Remember, LLMs are trained to know what text “makes sense”. “Makes sense” does not always mean correct. When an LLM “fibs” an answer, we politely call it “hallucinating”. When I was researching IQ testing for my kid, ChatGPT boldly invented a scientific paper’s title and author names and used it to back its answers. Only when I insisted it “reasons step by step and makes sure that answer is correct” (this is one of the magical incantations), it backed down and apologized.
If this happened in a customer support setting, it would be problematic.
An extremely simple (yet profound) quote from Richard Socher (an NLP luminary and ex-chief scientist of Salesforce) about choosing use cases for generative/LLM applications: “it’s essential to think about cases when it would take a long time to create some kind of human work artifact, but it would be very quick to verify that it’s correct and useful”.

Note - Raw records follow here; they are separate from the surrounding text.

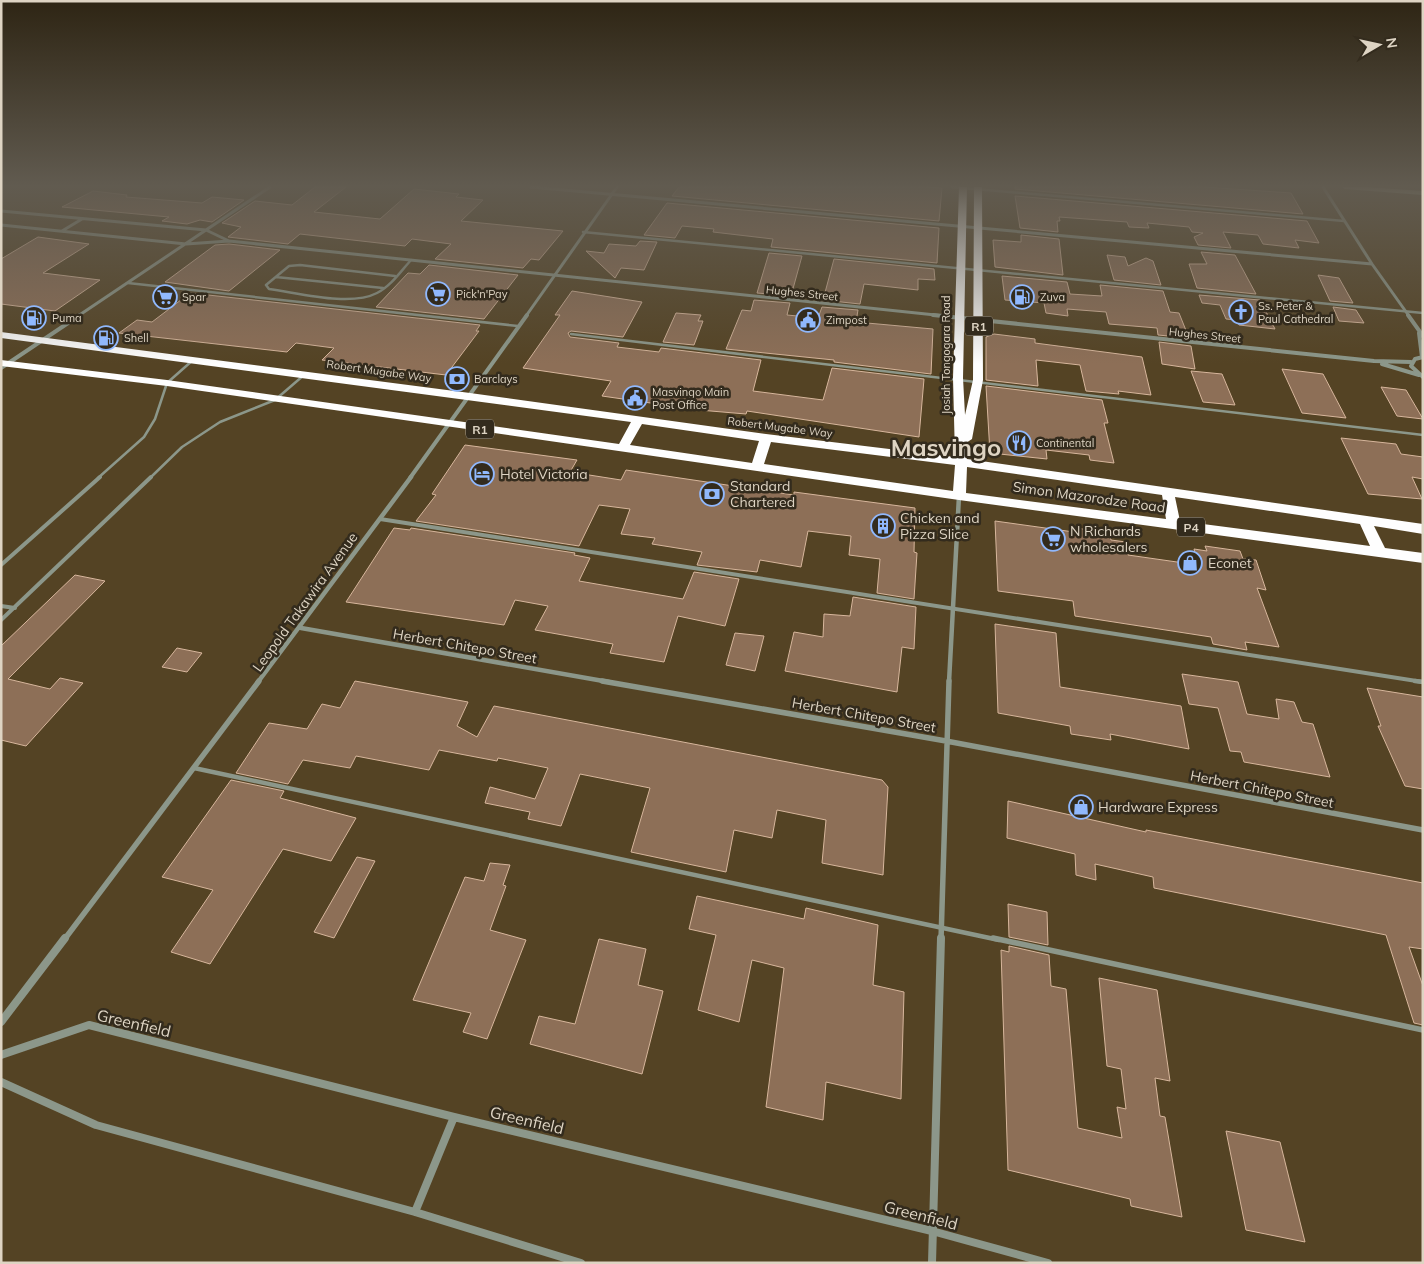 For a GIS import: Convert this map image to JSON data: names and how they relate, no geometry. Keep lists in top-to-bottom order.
{
  "streets": {
    "highway": [
      "R1",
      "Josiah Tongogara Road",
      "Robert Mugabe Way",
      "Simon Mazorodze Road",
      "P4"
    ],
    "street": [
      "Hughes Street",
      "Leopold Takawira Avenue",
      "Herbert Chitepo Street",
      "Greenfield"
    ]
  },
  "crossings": [
    ["Hughes Street", "Josiah Tongogara Road"],
    ["Hughes Street", "Leopold Takawira Avenue"],
    ["R1", "Josiah Tongogara Road"],
    ["R1", "Simon Mazorodze Road"],
    ["R1", "Leopold Takawira Avenue"],
    ["Josiah Tongogara Road", "Robert Mugabe Way"],
    ["Josiah Tongogara Road", "Simon Mazorodze Road"],
    ["Robert Mugabe Way", "Simon Mazorodze Road"],
    ["Robert Mugabe Way", "Leopold Takawira Avenue"],
    ["Leopold Takawira Avenue", "Herbert Chitepo Street"]
  ],
  "districts": ["Masvingo"],
  "places": {
    "supermarket": ["Pick'n'Pay", "Spar", "N Richards wholesalers"],
    "fuel station": ["Zuva", "Puma", "Shell"],
    "church": ["Ss. Peter & Paul Cathedral"],
    "public building": ["Zimpost", "Masvingo Main Post Office"],
    "bank": ["Barclays", "Standard Chartered"],
    "restaurant": ["Continental"],
    "hotel": ["Hotel Victoria"],
    "building": ["Chicken and Pizza Slice"],
    "shop": ["Econet", "Hardware Express"]
  },
  "north": "right"
}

Building a chatbot that will interact with your customers and give them answers without supervision? Risky! Giving your agents a tool to edit their answers? Promising!
LLMs can be successfully used to improve and scale many operational tasks in customer support. Judging sentiment in customer messages; summarizing a conversation; extracting contact drivers from customer messages; playing an editor to agents that helps them be concise, empathetic, use good grammar and spelling; and creating a draft response for agents to send based on customer’s message are only a few examples.
We will cover some of the applications and the questions that should be considered when buying or building them in subsequent posts.
Now that you understand the fundamental concepts and principles, what use cases do you have for LLMs in your company?